WORK REQUEST: Up to and including the line bearing "Dump the readable", output every line of the entries exactly as written, starting from the first; pictures stay out.

PROVIDED RECORDS:
- - - -
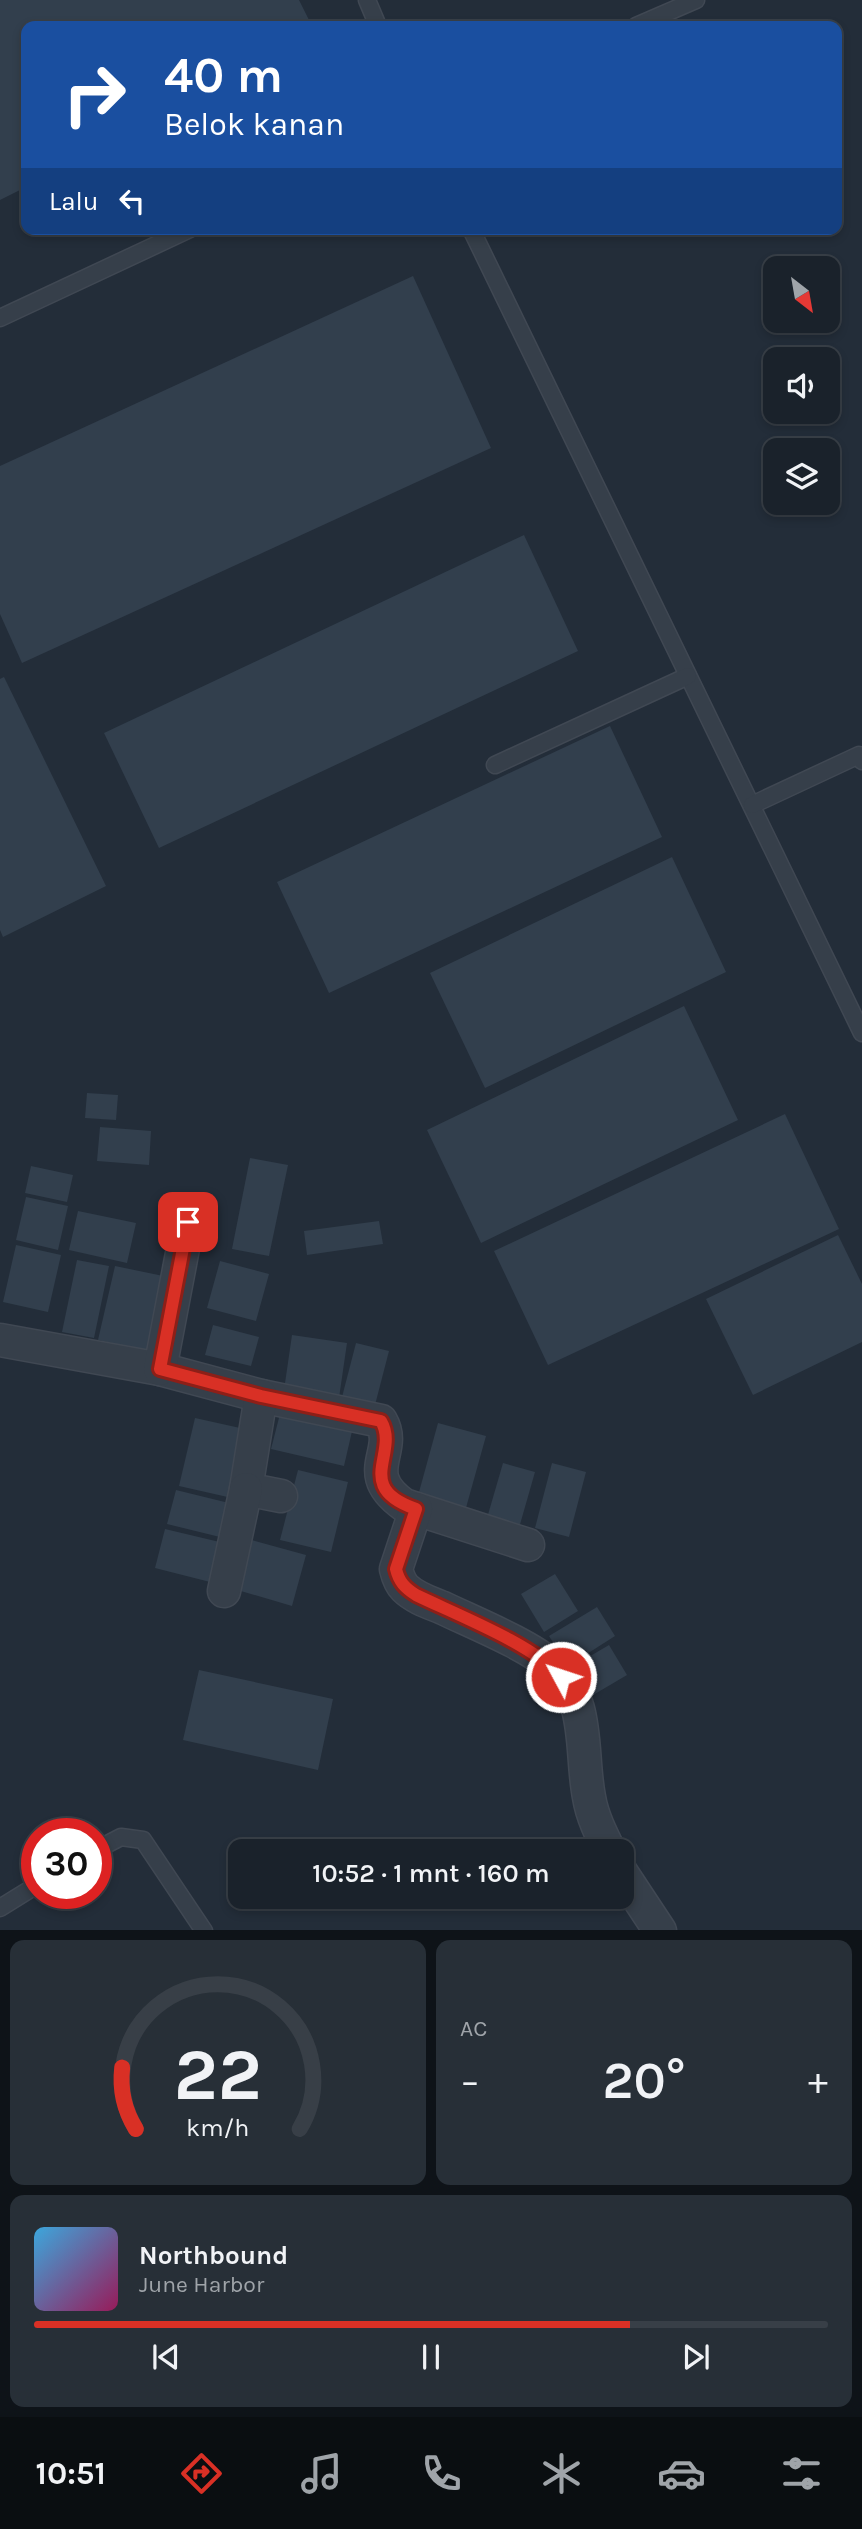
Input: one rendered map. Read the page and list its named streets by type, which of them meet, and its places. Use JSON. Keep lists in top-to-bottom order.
{
  "north": "bottom right",
  "page": {
    "turn": ["40 m", "Belok kanan"],
    "then": "Lalu",
    "limit": "30",
    "trip": "10:52 · 1 mnt · 160 m",
    "tile": "AC",
    "heat": ["−", "20°", "+"],
    "song": ["Northbound", "June Harbor"],
    "tabs": "10:51",
    "gauge": ["22", "km/h"]
  }
}
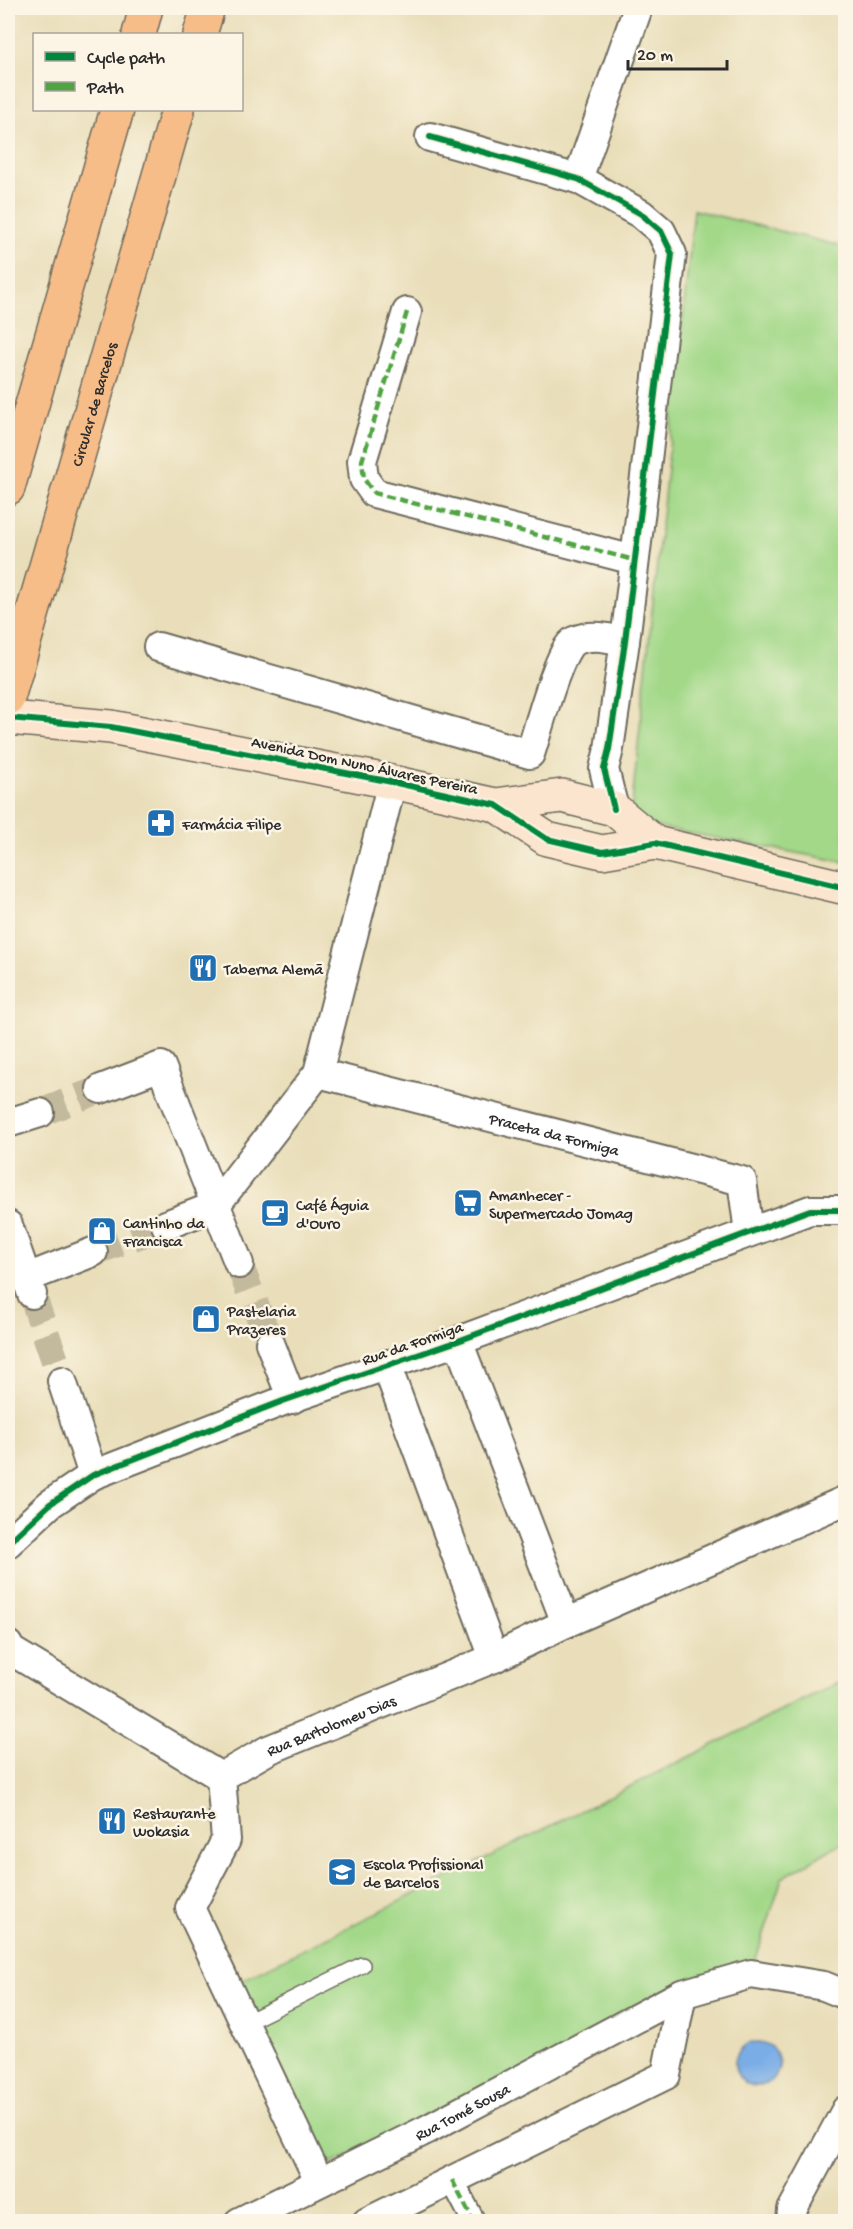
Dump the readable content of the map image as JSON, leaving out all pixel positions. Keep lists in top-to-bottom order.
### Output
{
  "streets": {
    "main road": ["Circular de Barcelos", "Avenida Dom Nuno Álvares Pereira"],
    "street": [
      "Praceta da Formiga",
      "Rua da Formiga",
      "Rua Bartolomeu Dias",
      "Rua Tomé Sousa"
    ]
  },
  "crossings": [
    ["Praceta da Formiga", "Rua da Formiga"]
  ],
  "places": {
    "pharmacy": ["Farmácia Filipe"],
    "restaurant": ["Taberna Alemã", "Restaurante Wokasia"],
    "supermarket": ["Amanhecer - Supermercado Jomag"],
    "cafe": ["Café Águia d'Ouro"],
    "shop": ["Cantinho da Francisca", "Pastelaria Prazeres"],
    "school or university": ["Escola Profissional de Barcelos"]
  },
  "legend": ["Cycle path", "Path"],
  "scale_bar": "20 m"
}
- - - -
RESPONSE:
Input: one rendered map. Read the page and list its named streets by type, which of them meet, and its places. Use JSON. Keep lists in top-to-bottom order.
{
  "north": "bottom right",
  "page": {
    "turn": ["40 m", "Belok kanan"],
    "then": "Lalu",
    "limit": "30",
    "trip": "10:52 · 1 mnt · 160 m",
    "tile": "AC",
    "heat": ["−", "20°", "+"],
    "song": ["Northbound", "June Harbor"],
    "tabs": "10:51",
    "gauge": ["22", "km/h"]
  }
}
Dump the readable content of the map image as JSON, leaving out all pixel positions. Keep lists in top-to-bottom order.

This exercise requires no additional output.